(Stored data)
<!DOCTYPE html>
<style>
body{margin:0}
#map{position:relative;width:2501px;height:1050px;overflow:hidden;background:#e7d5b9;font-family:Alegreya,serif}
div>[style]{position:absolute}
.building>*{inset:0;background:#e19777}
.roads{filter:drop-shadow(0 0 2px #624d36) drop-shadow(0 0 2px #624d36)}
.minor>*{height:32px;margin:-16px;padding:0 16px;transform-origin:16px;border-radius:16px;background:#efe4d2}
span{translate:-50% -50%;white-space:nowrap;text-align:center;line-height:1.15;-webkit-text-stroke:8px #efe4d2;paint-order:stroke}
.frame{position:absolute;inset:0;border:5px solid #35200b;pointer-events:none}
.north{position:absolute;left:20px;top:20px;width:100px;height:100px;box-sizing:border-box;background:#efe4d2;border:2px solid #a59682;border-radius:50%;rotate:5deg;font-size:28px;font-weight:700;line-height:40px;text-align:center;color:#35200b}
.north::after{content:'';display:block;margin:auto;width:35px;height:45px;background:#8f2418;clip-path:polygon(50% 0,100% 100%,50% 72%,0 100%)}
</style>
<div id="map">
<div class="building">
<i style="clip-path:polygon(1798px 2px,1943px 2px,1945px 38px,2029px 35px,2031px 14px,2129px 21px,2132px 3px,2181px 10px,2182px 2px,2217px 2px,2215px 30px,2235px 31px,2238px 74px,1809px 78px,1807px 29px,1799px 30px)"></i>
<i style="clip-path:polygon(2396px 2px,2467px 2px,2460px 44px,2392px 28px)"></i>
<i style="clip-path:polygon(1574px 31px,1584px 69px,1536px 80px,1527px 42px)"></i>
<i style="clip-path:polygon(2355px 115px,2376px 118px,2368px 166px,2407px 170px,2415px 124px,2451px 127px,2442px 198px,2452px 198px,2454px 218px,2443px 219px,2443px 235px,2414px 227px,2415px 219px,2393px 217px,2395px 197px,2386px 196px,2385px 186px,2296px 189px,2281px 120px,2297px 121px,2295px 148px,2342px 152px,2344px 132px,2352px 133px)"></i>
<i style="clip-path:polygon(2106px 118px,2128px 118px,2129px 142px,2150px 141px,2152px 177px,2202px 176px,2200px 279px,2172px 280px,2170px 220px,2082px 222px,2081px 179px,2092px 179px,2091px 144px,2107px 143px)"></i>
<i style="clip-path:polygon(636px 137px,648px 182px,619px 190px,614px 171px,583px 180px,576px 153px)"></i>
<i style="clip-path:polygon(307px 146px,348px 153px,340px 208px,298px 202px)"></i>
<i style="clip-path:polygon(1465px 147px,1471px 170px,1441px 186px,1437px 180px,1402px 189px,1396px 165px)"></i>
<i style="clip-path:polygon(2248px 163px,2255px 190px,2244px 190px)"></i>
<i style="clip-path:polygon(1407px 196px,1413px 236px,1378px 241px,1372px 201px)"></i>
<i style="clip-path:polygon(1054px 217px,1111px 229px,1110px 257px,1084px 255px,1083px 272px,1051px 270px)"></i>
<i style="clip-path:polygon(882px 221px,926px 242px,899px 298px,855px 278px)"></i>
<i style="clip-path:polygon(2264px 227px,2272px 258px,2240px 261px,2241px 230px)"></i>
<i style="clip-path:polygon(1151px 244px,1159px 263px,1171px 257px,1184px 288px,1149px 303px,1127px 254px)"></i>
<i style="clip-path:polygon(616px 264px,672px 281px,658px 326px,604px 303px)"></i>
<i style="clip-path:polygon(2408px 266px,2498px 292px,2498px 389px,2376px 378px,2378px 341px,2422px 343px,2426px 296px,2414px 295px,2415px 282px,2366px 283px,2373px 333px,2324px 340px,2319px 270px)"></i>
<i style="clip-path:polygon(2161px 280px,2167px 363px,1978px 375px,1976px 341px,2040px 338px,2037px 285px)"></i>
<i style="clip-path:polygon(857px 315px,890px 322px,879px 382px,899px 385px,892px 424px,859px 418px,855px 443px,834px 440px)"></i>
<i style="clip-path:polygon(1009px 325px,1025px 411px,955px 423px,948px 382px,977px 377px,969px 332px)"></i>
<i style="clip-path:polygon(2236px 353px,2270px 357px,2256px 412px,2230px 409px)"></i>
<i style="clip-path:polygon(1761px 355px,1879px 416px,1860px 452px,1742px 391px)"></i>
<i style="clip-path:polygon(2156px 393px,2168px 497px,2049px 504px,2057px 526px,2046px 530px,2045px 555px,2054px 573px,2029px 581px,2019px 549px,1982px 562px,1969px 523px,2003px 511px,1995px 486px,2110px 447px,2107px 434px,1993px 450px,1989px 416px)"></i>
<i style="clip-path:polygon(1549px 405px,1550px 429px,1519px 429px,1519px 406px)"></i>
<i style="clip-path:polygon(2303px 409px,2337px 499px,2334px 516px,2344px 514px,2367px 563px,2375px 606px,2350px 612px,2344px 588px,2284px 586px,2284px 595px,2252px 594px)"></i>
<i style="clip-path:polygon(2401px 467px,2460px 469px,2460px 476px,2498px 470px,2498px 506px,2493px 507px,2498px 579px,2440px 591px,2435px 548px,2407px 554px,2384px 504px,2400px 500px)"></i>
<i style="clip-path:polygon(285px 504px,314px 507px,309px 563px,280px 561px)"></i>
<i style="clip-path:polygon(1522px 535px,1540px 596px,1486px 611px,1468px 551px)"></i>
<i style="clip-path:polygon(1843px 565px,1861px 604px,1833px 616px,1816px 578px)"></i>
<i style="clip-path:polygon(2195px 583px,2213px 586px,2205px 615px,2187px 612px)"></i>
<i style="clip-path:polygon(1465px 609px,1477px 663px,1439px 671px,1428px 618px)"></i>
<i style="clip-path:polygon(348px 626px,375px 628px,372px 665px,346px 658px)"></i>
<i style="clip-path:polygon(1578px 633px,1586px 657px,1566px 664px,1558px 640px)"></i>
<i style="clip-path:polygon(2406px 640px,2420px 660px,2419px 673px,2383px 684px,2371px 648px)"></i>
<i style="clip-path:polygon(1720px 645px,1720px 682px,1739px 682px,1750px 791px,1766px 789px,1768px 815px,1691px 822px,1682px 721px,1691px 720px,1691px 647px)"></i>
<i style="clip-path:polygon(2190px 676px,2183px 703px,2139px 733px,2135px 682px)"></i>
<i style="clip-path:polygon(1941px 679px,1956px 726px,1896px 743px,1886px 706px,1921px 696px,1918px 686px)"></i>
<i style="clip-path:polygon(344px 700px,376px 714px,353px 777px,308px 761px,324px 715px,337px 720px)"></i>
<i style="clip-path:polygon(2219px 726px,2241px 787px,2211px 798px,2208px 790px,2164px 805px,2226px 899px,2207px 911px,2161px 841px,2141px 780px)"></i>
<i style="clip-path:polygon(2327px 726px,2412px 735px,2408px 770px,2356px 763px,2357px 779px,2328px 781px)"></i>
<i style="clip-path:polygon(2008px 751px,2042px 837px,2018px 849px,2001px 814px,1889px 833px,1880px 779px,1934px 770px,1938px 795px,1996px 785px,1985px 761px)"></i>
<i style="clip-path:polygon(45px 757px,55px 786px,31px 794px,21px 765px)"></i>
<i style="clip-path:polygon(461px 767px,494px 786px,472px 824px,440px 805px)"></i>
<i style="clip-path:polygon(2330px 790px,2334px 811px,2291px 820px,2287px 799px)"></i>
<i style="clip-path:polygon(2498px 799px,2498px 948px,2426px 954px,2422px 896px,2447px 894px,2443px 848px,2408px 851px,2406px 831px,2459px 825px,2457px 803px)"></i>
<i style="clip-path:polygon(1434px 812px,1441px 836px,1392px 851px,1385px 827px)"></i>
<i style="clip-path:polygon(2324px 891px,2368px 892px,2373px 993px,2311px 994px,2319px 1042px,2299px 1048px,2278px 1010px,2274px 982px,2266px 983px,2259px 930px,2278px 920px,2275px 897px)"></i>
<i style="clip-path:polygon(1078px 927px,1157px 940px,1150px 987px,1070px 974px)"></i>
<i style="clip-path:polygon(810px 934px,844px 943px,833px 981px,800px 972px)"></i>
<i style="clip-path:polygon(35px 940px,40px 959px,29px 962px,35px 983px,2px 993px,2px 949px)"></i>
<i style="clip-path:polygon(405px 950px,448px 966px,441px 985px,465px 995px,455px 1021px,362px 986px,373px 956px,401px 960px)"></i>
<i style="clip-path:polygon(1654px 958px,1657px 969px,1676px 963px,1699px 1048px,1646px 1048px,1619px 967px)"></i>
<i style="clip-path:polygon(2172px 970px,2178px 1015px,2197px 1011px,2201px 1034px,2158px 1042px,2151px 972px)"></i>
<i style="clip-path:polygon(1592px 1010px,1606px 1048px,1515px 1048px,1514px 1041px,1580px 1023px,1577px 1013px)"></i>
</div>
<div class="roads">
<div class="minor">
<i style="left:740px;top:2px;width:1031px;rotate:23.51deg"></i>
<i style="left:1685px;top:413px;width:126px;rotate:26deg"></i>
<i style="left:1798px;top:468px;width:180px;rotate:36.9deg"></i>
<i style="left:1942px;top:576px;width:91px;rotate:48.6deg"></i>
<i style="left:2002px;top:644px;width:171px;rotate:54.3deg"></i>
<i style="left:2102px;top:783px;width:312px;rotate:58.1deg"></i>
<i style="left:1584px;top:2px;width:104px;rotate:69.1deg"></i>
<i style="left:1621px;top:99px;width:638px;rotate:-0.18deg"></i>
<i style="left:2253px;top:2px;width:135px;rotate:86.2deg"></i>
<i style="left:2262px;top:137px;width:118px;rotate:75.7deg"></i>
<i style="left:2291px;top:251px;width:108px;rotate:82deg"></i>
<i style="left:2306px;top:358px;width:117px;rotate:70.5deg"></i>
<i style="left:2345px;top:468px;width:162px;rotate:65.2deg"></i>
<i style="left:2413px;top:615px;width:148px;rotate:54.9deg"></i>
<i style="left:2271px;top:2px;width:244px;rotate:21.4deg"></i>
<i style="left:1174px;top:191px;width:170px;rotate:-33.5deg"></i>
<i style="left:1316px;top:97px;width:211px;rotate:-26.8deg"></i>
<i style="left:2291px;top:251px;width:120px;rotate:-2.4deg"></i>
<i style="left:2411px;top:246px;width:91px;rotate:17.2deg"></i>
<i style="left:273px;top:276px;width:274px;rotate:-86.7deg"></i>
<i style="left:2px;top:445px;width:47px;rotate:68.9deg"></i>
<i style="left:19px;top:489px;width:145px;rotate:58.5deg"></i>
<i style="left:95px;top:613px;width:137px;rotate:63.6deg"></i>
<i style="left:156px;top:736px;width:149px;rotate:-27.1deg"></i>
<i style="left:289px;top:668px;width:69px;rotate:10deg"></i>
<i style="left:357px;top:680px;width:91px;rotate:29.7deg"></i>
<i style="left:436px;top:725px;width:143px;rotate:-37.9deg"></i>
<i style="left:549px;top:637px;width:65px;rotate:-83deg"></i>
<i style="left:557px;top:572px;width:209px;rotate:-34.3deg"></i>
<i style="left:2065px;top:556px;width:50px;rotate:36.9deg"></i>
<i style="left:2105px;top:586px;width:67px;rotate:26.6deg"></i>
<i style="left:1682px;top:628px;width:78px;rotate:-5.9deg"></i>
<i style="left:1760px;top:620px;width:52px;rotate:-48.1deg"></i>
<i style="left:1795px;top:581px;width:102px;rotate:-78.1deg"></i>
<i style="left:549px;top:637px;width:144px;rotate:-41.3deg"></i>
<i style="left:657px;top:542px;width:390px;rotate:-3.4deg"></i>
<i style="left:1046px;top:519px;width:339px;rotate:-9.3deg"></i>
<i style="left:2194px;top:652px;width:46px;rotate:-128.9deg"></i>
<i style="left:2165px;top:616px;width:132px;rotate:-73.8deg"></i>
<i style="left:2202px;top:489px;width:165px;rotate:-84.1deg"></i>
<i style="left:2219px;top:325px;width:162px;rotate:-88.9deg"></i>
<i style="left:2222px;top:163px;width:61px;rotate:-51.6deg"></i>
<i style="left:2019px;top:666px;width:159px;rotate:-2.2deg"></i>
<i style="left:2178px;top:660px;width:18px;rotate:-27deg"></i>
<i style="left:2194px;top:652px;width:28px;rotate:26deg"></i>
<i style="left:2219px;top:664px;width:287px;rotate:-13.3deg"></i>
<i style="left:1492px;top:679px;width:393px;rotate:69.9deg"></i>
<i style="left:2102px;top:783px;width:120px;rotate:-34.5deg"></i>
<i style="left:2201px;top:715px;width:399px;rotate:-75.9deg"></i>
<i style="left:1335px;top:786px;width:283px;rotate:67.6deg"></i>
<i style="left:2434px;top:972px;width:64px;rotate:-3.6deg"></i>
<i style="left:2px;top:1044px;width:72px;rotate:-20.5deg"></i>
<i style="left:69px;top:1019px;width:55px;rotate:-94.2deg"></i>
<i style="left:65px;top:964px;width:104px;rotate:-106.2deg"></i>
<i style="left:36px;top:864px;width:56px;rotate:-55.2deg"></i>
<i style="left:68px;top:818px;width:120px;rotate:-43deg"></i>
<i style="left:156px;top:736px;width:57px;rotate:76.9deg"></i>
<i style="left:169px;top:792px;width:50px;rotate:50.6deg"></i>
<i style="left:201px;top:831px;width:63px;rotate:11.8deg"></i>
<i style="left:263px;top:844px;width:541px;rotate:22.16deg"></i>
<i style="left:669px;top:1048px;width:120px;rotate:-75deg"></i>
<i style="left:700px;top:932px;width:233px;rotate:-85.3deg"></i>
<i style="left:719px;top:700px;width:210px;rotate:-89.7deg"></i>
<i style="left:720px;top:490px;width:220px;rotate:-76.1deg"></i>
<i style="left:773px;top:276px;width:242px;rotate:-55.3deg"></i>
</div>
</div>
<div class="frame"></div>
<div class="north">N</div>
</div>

» **Problem to solve**:
Copy, please, every line from the start of the entries down to the line that holds "2px #624d36) drop-shadow(0", with both of those lines included and no others.

» **Response to the task**:
<!DOCTYPE html>
<style>
body{margin:0}
#map{position:relative;width:2501px;height:1050px;overflow:hidden;background:#e7d5b9;font-family:Alegreya,serif}
div>[style]{position:absolute}
.building>*{inset:0;background:#e19777}
.roads{filter:drop-shadow(0 0 2px #624d36) drop-shadow(0 0 2px #624d36)}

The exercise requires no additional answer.